* EXERCISE DESCRIPTION:
From the listing below, return every line with the string "shadow" in it.

---------------

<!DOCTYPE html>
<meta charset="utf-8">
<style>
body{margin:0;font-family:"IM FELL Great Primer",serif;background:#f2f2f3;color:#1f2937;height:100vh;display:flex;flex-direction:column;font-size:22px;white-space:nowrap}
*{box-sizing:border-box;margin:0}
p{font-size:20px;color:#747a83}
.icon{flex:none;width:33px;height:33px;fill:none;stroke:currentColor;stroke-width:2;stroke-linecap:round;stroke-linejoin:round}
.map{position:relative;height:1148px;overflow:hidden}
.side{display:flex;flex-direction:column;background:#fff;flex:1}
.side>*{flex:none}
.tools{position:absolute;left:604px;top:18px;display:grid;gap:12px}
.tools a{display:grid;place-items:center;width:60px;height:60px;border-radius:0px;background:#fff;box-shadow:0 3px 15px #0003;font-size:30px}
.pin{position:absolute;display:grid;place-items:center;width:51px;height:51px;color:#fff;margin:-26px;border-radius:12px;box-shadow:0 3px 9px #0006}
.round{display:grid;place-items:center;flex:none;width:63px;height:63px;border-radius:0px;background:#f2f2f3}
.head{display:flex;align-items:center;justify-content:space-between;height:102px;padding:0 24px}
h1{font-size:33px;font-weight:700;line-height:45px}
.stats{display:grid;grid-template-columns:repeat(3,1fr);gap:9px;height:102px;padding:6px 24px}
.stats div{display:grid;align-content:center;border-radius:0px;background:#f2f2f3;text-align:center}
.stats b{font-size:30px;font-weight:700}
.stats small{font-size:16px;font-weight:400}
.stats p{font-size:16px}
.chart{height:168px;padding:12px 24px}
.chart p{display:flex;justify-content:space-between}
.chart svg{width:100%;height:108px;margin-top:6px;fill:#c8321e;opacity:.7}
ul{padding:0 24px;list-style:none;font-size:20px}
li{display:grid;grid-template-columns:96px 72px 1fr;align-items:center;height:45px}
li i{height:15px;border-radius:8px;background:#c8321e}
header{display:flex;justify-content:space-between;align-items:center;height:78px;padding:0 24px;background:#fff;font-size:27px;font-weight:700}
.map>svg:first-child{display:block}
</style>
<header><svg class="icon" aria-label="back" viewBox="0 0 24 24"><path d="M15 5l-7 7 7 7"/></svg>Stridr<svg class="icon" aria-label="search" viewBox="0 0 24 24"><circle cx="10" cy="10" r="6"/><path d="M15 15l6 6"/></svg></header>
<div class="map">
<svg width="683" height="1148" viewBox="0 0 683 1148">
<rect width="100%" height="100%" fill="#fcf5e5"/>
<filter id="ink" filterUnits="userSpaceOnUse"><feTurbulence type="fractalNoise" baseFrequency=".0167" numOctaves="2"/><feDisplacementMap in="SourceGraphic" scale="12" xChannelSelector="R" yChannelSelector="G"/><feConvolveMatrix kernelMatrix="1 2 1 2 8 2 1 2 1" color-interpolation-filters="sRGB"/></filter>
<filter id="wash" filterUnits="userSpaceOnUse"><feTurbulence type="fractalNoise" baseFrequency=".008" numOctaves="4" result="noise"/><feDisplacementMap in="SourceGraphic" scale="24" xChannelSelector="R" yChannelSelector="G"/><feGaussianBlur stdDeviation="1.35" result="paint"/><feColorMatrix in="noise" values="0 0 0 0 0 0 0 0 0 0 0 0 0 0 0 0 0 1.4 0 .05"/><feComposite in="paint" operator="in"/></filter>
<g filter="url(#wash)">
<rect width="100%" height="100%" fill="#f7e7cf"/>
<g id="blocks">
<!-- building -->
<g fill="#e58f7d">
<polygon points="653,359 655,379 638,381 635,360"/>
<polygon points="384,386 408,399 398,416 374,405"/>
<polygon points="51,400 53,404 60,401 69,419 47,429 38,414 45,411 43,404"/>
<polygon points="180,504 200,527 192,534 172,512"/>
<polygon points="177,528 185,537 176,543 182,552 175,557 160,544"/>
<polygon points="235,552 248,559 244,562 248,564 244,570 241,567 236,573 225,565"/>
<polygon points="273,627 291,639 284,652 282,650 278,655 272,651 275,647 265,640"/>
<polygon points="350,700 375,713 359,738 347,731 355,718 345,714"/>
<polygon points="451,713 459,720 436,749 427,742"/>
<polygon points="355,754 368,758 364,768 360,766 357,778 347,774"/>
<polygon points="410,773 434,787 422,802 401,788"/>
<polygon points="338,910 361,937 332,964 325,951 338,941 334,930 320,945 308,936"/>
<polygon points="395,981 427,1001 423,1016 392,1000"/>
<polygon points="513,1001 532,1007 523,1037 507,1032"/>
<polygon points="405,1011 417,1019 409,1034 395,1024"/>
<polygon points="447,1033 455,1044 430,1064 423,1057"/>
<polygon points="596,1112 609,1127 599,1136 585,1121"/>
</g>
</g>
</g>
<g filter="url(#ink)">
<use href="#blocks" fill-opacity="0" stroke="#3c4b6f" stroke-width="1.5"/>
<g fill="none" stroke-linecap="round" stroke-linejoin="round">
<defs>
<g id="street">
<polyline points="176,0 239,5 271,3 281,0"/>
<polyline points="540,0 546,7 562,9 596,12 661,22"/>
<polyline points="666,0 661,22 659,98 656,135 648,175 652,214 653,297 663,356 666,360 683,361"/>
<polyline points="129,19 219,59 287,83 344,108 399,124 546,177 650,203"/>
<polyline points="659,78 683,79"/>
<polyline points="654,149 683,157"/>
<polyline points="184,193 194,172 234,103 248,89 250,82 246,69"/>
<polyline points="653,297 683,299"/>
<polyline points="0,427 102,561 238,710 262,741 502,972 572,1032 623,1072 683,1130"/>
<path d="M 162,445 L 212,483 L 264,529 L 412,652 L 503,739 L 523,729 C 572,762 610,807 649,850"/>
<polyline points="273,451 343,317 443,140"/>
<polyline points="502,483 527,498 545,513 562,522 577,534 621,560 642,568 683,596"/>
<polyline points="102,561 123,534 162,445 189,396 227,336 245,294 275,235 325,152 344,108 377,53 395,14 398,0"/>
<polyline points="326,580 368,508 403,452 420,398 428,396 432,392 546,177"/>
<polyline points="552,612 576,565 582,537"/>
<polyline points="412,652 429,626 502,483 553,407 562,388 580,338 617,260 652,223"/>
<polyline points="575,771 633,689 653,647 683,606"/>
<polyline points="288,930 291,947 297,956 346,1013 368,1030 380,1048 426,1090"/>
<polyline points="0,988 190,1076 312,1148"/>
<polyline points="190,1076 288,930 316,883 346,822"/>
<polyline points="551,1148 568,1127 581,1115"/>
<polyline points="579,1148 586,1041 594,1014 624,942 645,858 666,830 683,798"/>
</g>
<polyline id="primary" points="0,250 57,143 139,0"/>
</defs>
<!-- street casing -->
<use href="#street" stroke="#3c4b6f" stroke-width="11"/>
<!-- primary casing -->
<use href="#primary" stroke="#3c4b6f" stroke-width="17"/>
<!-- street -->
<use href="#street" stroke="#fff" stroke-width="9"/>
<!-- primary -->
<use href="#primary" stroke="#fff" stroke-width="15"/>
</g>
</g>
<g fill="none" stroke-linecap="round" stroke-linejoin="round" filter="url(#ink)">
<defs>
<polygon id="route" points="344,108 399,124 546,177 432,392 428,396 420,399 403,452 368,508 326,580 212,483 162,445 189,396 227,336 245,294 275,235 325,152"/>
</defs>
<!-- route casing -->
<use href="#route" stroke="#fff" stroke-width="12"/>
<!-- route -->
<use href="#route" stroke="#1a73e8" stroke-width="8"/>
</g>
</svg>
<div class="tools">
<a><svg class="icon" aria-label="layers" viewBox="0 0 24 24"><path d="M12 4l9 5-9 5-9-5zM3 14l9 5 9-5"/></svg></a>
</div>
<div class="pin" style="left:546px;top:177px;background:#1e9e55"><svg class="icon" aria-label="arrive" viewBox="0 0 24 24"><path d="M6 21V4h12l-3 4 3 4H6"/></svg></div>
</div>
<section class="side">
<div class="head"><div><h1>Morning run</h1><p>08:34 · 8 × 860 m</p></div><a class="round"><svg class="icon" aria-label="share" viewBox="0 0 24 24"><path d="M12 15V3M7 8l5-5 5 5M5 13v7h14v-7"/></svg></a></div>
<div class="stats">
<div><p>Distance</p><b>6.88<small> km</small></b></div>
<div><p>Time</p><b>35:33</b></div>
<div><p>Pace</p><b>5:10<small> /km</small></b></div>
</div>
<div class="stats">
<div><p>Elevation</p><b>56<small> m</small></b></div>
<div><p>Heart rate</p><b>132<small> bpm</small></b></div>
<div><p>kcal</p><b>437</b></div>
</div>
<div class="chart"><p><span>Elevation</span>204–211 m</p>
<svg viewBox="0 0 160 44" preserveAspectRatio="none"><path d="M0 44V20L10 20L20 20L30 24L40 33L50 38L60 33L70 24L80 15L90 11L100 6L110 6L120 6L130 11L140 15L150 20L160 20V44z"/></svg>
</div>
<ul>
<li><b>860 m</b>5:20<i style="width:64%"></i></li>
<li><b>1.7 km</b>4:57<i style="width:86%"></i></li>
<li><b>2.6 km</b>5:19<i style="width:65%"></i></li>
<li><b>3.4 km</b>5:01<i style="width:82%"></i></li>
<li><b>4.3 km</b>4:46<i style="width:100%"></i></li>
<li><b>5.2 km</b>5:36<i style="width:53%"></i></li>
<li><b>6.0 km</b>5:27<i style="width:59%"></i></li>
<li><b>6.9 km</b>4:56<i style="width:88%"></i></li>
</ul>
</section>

---------------

* EXPECTED ANSWER:
.tools a{display:grid;place-items:center;width:60px;height:60px;border-radius:0px;background:#fff;box-shadow:0 3px 15px #0003;font-size:30px}
.pin{position:absolute;display:grid;place-items:center;width:51px;height:51px;color:#fff;margin:-26px;border-radius:12px;box-shadow:0 3px 9px #0006}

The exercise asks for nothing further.